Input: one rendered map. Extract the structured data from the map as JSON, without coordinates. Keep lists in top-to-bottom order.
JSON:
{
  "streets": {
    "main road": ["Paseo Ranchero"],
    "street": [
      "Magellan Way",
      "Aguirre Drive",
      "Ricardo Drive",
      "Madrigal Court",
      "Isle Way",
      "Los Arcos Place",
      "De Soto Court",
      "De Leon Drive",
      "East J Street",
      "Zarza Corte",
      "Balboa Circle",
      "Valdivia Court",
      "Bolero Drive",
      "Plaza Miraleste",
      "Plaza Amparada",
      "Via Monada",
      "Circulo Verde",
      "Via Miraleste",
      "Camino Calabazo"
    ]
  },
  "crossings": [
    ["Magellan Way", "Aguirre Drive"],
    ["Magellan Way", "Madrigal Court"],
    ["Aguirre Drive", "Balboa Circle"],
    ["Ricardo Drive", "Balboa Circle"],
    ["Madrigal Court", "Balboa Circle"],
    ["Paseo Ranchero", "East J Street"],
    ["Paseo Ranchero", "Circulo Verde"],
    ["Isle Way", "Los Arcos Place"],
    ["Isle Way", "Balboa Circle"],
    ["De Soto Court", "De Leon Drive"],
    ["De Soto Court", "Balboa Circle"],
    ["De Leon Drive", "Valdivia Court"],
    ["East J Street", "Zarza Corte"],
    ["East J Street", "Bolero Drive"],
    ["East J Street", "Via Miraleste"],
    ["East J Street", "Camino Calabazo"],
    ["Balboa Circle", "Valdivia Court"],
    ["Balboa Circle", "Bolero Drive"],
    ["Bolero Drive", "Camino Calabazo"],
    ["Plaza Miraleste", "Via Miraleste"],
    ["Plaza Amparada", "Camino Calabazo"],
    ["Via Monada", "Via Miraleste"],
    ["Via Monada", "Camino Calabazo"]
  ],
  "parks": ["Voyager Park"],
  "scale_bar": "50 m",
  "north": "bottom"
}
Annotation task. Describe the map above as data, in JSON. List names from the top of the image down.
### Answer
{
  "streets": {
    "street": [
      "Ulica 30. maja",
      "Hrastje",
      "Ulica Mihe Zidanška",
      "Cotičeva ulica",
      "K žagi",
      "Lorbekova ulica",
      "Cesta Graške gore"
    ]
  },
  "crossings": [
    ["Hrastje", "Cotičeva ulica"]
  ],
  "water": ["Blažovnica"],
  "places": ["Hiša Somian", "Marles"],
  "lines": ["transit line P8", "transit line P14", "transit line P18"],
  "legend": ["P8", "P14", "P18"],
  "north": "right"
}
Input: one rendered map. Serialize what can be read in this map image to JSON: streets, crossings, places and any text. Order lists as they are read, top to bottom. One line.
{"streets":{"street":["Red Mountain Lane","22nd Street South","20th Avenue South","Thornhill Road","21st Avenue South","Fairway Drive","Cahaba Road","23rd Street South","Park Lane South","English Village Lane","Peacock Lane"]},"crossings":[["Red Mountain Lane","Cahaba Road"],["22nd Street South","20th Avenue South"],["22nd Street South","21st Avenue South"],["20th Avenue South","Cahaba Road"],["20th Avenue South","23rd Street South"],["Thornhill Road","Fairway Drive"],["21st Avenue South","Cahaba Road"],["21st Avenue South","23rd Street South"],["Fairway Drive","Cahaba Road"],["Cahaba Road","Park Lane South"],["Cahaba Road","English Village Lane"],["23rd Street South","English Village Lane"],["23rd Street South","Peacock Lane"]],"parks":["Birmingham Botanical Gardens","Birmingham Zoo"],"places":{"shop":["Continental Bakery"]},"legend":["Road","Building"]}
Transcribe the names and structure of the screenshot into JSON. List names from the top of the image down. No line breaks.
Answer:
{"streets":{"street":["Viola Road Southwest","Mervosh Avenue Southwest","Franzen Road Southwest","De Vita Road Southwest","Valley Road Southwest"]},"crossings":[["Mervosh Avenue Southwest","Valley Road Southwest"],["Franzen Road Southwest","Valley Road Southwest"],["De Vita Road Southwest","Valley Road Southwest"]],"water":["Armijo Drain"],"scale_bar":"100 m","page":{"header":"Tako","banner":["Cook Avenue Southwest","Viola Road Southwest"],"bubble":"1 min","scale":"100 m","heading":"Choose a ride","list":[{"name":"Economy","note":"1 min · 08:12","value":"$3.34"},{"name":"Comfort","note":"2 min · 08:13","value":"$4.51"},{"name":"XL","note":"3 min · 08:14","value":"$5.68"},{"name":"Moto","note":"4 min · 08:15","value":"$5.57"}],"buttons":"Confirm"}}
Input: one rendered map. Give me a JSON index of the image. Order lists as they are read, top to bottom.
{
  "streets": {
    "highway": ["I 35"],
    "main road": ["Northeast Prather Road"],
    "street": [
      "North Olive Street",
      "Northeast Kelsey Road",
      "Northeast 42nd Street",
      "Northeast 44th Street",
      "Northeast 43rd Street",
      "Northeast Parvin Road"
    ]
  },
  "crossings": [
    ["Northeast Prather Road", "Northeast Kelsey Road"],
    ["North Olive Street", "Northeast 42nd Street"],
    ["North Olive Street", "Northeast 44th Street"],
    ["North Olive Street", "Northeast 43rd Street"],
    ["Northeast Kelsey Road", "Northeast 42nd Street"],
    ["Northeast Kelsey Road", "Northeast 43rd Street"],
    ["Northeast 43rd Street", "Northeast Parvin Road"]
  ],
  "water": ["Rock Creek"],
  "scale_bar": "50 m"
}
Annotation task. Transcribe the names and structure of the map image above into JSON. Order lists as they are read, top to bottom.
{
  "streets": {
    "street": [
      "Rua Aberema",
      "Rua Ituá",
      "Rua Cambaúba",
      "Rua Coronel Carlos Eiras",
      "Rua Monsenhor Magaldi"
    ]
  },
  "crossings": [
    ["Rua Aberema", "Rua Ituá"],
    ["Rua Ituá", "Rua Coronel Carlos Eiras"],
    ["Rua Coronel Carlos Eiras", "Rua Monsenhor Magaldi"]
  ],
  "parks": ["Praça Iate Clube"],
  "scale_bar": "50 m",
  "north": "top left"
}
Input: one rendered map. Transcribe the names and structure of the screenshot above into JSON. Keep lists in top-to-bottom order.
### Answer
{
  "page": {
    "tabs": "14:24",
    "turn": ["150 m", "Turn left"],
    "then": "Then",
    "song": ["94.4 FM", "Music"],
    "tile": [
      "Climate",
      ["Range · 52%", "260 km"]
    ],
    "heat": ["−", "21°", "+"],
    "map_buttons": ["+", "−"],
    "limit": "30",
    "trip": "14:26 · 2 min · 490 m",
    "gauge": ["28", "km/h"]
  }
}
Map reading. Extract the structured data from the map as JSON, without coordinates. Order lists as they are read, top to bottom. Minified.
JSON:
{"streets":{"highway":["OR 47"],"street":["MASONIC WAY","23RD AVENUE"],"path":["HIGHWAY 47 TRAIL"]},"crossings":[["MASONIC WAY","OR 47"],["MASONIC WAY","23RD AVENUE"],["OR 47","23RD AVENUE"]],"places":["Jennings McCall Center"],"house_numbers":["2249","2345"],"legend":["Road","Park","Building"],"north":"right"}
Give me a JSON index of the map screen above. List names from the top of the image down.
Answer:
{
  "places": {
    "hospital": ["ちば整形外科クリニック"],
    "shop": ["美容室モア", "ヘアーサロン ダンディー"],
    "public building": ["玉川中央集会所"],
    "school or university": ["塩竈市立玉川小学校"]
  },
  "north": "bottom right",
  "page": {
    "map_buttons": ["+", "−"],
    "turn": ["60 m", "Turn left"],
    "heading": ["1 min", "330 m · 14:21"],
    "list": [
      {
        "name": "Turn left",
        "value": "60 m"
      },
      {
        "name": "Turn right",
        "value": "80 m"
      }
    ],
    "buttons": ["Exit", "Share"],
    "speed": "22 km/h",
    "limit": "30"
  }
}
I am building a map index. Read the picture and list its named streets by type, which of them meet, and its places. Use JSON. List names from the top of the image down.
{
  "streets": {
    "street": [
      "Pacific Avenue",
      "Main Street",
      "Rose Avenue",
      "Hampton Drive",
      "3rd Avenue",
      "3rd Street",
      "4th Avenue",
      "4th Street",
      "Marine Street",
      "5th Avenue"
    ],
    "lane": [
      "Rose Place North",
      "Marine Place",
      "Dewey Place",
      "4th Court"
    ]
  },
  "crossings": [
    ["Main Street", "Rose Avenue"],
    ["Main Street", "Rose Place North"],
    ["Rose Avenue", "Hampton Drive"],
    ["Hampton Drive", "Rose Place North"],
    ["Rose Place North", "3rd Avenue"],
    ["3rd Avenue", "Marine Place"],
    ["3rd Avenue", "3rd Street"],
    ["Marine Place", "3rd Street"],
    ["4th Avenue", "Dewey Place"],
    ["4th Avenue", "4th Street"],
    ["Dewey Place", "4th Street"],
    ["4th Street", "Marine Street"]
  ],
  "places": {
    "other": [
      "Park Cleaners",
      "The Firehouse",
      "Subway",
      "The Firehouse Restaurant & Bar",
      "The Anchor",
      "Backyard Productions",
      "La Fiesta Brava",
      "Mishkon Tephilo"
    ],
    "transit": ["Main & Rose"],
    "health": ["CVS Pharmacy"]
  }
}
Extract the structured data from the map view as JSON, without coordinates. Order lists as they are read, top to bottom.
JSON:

▬▬▬

▶ **Work task**: Among the records above, only the lines between the line holding "Annotation task. Transcribe" and the line holding "Input: one rendered map. Transcribe", inclusive, are to be output, exactly as written.

▶ **Result**:
Annotation task. Transcribe the names and structure of the map image above into JSON. Order lists as they are read, top to bottom.
{
  "streets": {
    "street": [
      "Rua Aberema",
      "Rua Ituá",
      "Rua Cambaúba",
      "Rua Coronel Carlos Eiras",
      "Rua Monsenhor Magaldi"
    ]
  },
  "crossings": [
    ["Rua Aberema", "Rua Ituá"],
    ["Rua Ituá", "Rua Coronel Carlos Eiras"],
    ["Rua Coronel Carlos Eiras", "Rua Monsenhor Magaldi"]
  ],
  "parks": ["Praça Iate Clube"],
  "scale_bar": "50 m",
  "north": "top left"
}
Input: one rendered map. Transcribe the names and structure of the screenshot above into JSON. Keep lists in top-to-bottom order.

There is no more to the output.